Now, since they're doing it as cheap as possible, maintenance is almost never factored in except on the biggest projects. The rest they just expect you to suck up with existing resources. And it's a one-off app so maintenance is as needed. Basically, once it's released (or the final release is put out considering a lot is done in iterrations) it's a dead system except when a bug is found. That accounts for the way a lot, but not all, government software is done. Which means, as opposed to a commercial package where a bug found by one customer and fixed by a support team can fix a bug for a 1000 customers, you're in your own fiefdom. Of course that hurts things. When you go to agency to agency, even within a single state or county, everything is done differently, looks differently, named differently. There are no true standards.

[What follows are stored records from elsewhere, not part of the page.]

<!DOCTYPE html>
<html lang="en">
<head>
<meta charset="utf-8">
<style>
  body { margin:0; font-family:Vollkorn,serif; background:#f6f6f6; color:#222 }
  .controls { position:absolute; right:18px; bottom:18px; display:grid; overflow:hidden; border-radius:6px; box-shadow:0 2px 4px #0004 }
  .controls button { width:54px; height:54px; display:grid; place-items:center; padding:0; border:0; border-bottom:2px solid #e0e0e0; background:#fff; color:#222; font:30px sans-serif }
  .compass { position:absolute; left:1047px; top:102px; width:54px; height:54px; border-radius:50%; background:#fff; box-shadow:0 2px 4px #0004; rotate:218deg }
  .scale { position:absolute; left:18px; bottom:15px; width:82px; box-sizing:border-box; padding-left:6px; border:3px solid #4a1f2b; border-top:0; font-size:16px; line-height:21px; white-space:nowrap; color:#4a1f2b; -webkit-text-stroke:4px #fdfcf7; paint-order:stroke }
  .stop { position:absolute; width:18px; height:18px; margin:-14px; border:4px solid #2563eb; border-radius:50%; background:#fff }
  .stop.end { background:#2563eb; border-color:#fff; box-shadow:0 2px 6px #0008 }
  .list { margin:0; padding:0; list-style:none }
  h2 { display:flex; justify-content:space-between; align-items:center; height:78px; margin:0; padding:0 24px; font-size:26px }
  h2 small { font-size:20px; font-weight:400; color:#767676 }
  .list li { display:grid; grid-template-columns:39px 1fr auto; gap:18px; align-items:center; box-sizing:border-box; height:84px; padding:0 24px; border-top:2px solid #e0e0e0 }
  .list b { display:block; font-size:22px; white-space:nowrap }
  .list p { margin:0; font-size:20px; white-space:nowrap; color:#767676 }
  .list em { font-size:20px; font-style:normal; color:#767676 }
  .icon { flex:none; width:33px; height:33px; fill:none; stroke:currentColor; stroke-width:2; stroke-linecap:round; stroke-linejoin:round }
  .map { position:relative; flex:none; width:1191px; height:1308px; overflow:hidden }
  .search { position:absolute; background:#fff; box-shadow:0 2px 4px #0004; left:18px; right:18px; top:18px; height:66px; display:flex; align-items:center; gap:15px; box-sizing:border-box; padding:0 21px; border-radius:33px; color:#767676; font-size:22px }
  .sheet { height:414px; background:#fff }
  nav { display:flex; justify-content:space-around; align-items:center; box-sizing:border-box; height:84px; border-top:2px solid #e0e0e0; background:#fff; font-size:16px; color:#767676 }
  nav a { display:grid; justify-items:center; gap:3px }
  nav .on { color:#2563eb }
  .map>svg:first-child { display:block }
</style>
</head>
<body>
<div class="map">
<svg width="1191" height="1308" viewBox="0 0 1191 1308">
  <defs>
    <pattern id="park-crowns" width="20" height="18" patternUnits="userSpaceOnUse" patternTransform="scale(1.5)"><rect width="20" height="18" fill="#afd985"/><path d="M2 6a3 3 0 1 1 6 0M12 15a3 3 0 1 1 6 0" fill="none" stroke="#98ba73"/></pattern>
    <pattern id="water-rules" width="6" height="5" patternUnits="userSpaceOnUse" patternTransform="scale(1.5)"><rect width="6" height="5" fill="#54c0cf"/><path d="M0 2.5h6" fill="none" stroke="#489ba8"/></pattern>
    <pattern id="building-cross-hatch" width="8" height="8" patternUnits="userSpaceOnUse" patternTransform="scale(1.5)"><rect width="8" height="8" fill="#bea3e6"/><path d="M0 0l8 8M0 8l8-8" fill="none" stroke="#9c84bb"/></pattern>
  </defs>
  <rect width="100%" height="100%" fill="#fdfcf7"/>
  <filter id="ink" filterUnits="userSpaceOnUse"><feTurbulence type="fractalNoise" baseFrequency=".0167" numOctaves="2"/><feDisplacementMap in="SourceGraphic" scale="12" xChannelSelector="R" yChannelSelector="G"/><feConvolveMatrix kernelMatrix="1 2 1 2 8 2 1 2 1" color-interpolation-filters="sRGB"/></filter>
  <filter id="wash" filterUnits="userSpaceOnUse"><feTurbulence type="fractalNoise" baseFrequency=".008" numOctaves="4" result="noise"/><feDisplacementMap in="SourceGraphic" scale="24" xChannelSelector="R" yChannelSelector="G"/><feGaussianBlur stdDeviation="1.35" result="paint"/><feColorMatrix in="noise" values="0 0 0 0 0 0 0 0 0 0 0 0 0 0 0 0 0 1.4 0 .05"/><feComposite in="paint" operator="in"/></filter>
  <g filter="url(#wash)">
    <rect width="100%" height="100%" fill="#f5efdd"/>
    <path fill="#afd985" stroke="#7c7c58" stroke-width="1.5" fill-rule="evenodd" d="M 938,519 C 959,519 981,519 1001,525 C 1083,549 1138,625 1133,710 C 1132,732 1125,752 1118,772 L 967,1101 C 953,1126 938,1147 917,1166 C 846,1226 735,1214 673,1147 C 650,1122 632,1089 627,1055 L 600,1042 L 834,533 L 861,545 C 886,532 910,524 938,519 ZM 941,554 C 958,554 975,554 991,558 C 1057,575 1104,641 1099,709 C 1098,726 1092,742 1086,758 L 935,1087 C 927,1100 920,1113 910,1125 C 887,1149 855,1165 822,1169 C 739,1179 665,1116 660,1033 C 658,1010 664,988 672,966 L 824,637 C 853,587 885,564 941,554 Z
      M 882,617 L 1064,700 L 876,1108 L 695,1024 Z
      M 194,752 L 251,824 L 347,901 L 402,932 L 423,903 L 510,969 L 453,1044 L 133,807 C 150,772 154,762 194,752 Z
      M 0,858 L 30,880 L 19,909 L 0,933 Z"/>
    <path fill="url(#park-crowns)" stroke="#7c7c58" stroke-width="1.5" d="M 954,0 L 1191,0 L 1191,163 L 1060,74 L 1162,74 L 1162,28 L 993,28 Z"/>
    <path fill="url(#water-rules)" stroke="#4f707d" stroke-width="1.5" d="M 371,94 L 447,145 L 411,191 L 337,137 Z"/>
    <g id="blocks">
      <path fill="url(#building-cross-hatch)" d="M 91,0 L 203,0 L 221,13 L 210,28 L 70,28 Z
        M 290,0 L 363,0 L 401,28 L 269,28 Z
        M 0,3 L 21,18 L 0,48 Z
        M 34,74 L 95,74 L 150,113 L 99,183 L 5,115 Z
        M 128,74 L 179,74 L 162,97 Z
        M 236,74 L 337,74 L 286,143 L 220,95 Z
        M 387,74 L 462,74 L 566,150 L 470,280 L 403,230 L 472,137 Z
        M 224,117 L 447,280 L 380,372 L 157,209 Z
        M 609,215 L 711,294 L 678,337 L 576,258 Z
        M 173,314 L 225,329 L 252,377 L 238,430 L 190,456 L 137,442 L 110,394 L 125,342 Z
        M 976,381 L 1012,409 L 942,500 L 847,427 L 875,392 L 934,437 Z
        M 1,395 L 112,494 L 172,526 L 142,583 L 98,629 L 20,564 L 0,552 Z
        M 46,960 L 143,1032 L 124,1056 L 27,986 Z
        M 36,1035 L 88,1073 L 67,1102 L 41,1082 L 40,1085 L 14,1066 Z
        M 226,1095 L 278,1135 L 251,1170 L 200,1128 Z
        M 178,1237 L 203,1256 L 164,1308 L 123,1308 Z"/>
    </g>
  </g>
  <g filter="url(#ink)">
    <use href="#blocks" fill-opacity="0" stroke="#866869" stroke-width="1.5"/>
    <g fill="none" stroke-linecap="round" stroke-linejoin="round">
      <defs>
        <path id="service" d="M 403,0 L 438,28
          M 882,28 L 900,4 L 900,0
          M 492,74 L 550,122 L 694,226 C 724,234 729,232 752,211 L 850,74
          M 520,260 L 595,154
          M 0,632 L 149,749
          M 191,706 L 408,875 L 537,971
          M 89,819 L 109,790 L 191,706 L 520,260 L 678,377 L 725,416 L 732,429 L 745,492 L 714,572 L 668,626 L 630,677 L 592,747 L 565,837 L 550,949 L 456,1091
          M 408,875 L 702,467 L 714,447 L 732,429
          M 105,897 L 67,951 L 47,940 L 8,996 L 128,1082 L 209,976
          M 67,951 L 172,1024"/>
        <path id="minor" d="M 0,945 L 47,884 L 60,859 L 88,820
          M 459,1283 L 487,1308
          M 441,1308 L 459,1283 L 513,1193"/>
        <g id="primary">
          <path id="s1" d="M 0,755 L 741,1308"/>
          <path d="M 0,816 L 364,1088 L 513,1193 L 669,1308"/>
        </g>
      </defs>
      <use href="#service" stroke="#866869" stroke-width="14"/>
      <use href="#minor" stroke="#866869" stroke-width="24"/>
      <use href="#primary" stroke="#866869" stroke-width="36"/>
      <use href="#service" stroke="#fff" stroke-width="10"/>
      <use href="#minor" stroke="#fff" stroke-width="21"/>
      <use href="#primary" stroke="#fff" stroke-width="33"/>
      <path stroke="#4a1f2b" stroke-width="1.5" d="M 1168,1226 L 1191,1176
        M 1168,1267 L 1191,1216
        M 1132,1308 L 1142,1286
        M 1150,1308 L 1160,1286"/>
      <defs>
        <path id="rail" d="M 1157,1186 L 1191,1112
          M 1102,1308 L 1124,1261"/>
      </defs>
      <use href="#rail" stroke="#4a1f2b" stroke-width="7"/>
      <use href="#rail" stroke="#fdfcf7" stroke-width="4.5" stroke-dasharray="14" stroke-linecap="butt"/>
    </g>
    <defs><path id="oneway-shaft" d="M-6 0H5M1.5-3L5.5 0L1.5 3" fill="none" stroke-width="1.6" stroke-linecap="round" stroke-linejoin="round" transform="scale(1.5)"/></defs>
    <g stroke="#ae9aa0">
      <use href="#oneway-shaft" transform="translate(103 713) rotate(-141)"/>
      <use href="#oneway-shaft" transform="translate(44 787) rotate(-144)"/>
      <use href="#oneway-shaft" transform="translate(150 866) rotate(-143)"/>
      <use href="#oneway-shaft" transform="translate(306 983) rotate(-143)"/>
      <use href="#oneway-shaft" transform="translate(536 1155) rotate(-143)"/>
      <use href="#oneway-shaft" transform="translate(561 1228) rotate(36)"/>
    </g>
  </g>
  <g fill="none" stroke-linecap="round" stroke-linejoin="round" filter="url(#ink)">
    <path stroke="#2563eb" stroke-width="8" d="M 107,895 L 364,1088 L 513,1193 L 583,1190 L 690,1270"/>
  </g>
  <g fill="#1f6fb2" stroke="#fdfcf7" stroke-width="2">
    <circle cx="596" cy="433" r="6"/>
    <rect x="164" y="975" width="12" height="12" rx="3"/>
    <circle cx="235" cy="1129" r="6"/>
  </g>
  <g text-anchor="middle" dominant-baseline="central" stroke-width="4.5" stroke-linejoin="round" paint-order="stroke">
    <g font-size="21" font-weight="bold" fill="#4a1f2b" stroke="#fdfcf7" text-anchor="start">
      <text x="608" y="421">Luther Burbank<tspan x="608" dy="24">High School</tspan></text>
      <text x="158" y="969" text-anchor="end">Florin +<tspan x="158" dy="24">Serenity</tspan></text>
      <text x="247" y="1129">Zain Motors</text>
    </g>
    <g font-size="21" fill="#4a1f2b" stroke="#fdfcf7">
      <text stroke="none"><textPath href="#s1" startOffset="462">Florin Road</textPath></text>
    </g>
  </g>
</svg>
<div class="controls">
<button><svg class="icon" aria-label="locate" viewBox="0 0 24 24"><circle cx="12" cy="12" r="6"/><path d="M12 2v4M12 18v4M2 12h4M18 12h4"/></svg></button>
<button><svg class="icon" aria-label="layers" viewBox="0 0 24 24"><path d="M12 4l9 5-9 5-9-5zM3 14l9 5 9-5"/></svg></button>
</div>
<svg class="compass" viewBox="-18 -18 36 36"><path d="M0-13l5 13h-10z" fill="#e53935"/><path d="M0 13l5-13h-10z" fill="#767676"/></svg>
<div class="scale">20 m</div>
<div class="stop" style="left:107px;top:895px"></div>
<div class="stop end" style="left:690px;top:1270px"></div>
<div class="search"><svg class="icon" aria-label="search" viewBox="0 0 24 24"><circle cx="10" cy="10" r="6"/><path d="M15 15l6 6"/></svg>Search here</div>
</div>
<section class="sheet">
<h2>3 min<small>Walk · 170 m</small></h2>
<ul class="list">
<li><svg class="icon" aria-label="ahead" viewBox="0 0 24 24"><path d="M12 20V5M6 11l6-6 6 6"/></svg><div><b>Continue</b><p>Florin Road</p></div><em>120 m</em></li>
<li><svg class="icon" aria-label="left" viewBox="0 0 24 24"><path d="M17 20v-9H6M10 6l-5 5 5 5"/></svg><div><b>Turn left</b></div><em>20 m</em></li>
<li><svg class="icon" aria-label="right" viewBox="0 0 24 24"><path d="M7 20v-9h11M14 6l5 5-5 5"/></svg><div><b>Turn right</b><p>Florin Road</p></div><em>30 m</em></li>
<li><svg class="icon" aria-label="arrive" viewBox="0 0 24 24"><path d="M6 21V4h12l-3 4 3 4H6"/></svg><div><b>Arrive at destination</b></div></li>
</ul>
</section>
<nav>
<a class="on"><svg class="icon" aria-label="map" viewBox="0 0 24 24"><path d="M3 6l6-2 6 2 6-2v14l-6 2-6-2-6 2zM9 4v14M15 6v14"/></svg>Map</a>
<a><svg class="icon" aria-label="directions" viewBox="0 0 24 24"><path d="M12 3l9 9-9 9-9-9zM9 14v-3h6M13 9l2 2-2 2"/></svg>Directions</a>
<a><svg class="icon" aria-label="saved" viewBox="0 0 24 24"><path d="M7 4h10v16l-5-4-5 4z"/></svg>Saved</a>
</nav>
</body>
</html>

That said, almost every big consolidation effort in IT I've seen has failed miserably. Because by law/degree/legislation every single entity of government is so different and has such different rules to follow. Government is BIG. You're talking hundreds of thousands projects and developers and standardizing that is hard. It's a lot easier for Coke-a-Cola to standardize IT then it for all the soft drink makers to standardize IT practices. And government is like the latter x1000. And again, Coke-a-Cola's only going to do something that makes sense from a business standpoint and has a tangible ROI so they do it right to get that ROI (just an example, Coke IT might suck for all I know). Where as the government stuff almost never has an ROI, it's done because it's required to be done and isn't budgeted to be done, just required. With no ROI it's always just a "get it done" attitude. And a lot of stuff is done to make a politician happy so even though he has no idea what really should be done he has final say because he's going to use it to get favors with other politicians or to make a press release and use it for future votes.